GENESIS: a French national resource to study the missing heritability of breast cancer

Olga M. Sinilnikova, Marie-Gabrielle Dondon, Séverine Eon-Marchais, Francesca Damiola, Laure Barjhoux, Morgane Marcou, Carole Verny-Pierre, Valérie Sornin, Lucie Toulemonde, Juana Beauvallet, Dorothée Le Gal, Noura Mebirouk, Muriel Belotti, Olivier Caron, Marion Gauthier-Villars, Isabelle Coupier, Bruno Buecher, Alain Lortholary, Catherine Dugast, Paul Gesta, Jean-Pierre Fricker, Catherine Noguès, Laurence Faivre, Elisabeth Luporsi, Pascaline Berthet, Capucine Delnatte, Valérie Bonadona, Christine M. Maugard, Pascal Pujol, Christine Lasset, Michel Longy, Yves-Jean Bignon, Claude Adenis, Laurence Venat-Bouvet, Liliane Demange, Hélène Dreyfus, Marc Frenay, Laurence Gladieff, Isabelle Mortemousque, Séverine Audebert-Bellanger, Florent Soubrier, Sophie Giraud, Sophie Lejeune-Dumoulin, Annie Chevrier, Jean-Marc Limacher, Jean Chiesa, Anne Fajac, Anne Floquet, François Eisinger, Julie Tinat, Chrystelle Colas, Sandra Fert-Ferrer, Clotilde Penet, Thierry Frebourg, Marie-Agnès Collonge-Rame, Emmanuelle Barouk-Simonet, Valérie Layet, Dominique Leroux, Odile Cohen-Haguenauer, Fabienne Prieur, Emmanuelle Mouret-Fourme, François Cornélis, Philippe Jonveaux, Odile Bera, Eve Cavaciuti, Anne Tardivon, Fabienne Lesueur, Sylvie Mazoyer, Dominique Stoppa-Lyonnet, Nadine Andrieu

Less than 20 % of familial breast cancer patients who undergo genetic testing for BRCA1 and BRCA2 carry a pathogenic mutation in one of these two genes.
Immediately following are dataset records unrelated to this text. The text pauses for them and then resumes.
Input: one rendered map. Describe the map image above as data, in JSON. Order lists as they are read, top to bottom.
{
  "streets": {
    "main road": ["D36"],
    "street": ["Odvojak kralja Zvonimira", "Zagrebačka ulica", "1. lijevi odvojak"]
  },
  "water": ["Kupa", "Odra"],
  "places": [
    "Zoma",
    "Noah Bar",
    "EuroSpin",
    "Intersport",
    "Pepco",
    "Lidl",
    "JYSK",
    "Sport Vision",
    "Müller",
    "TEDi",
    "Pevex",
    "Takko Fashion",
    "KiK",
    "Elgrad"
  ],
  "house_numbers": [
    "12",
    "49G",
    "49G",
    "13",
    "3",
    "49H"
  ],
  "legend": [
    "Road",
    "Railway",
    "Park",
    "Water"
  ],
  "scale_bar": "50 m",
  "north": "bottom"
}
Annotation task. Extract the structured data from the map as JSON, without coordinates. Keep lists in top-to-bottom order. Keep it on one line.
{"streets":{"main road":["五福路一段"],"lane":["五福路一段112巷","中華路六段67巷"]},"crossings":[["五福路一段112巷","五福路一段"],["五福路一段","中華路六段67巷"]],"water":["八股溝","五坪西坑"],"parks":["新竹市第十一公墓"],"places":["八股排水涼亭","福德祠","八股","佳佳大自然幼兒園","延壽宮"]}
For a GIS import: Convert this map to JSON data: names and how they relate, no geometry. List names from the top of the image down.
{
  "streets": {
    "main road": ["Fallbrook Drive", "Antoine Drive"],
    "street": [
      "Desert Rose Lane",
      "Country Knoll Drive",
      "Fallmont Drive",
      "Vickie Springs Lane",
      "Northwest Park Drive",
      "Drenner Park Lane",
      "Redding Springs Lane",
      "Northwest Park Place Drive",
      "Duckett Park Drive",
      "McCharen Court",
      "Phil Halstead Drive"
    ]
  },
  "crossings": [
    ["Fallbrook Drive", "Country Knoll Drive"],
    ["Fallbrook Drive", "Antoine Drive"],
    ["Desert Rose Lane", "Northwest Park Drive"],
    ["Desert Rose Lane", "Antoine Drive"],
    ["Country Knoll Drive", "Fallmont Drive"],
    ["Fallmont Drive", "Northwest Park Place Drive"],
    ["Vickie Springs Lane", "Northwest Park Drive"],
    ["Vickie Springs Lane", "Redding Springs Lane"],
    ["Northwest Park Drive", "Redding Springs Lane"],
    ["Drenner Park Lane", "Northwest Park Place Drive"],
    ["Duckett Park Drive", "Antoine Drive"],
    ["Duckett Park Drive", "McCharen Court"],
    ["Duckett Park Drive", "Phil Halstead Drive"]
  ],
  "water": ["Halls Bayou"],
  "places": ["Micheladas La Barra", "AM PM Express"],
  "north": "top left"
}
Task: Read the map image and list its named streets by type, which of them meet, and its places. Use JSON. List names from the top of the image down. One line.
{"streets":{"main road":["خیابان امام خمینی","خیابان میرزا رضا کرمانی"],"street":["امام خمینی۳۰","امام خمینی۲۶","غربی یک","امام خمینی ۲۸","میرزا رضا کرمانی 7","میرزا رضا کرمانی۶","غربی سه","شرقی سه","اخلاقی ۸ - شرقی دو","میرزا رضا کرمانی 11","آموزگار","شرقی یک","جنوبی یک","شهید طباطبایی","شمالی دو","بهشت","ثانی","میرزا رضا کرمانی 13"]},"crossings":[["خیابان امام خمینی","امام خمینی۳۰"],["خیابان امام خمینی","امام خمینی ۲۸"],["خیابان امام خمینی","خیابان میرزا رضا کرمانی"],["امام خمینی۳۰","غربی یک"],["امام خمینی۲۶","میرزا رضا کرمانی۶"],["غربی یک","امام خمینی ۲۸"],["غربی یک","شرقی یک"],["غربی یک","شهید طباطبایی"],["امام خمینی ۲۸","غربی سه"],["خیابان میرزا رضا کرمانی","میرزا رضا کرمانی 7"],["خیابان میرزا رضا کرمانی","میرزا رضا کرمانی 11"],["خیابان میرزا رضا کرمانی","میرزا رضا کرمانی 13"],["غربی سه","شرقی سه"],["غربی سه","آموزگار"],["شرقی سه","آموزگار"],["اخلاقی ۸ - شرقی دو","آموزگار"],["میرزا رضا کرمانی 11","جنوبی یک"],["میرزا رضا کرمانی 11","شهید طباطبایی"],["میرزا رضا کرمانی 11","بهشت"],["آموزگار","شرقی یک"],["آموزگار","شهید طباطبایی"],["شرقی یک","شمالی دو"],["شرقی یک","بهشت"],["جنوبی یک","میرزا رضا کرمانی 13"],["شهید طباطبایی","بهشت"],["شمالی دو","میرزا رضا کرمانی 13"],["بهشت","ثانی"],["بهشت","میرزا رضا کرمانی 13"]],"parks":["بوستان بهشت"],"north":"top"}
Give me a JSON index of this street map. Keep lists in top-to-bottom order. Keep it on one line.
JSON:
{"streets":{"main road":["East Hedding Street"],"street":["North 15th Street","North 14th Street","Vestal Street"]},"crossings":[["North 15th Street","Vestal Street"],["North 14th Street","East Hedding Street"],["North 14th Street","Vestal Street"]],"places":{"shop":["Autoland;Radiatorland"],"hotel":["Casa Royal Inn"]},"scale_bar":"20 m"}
The GENESIS (GENE SISter) study was designed to identify new breast cancer susceptibility genes in women attending cancer genetics clinics and with no BRCA1/2 mutation. The study involved the French national network of family cancer clinics. It was based on enrichment in genetic factors of the recruited population through case selection relying on familial criteria, but also on the consideration of environmental factors and endophenotypes like mammary density or tumor characteristics to assess potential genetic heterogeneity. One of the initial aims of GENESIS was to recruit affected sibpairs. Siblings were eligible when index cases and at least one affected sister were diagnosed with infiltrating mammary or ductal adenocarcinoma, with no BRCA1/2 mutation. In addition, unrelated controls and unaffected sisters were recruited. The enrolment of patients, their relatives and their controls, the collection of the clinical, epidemiological, familial and biological data were centralized by a coordinating center. Inclusion of participants started in February 2007 and ended in December 2013. A total of 1721 index cases, 826 affected sisters, 599 unaffected sisters and 1419 controls were included. 98 % of participants completed the epidemiological questionnaire, 97 % provided a blood sample, and 76 % were able to provide mammograms. Index cases were on average 59 years old at inclusion, were born in 1950, and were 49.7 years of age at breast cancer diagnosis. The mean age at diagnosis of affected sisters was slightly higher (51.4 years). The representativeness of the control group was verified. The size of the study, the availability of biological specimens and the clinical data collection together with the detailed and complete epidemiological questionnaire make this a unique national resource for investigation of the missing heritability of breast cancer, by taking into account environmental and life style factors and stratifying data on endophenotypes to decrease genetic heterogeneity.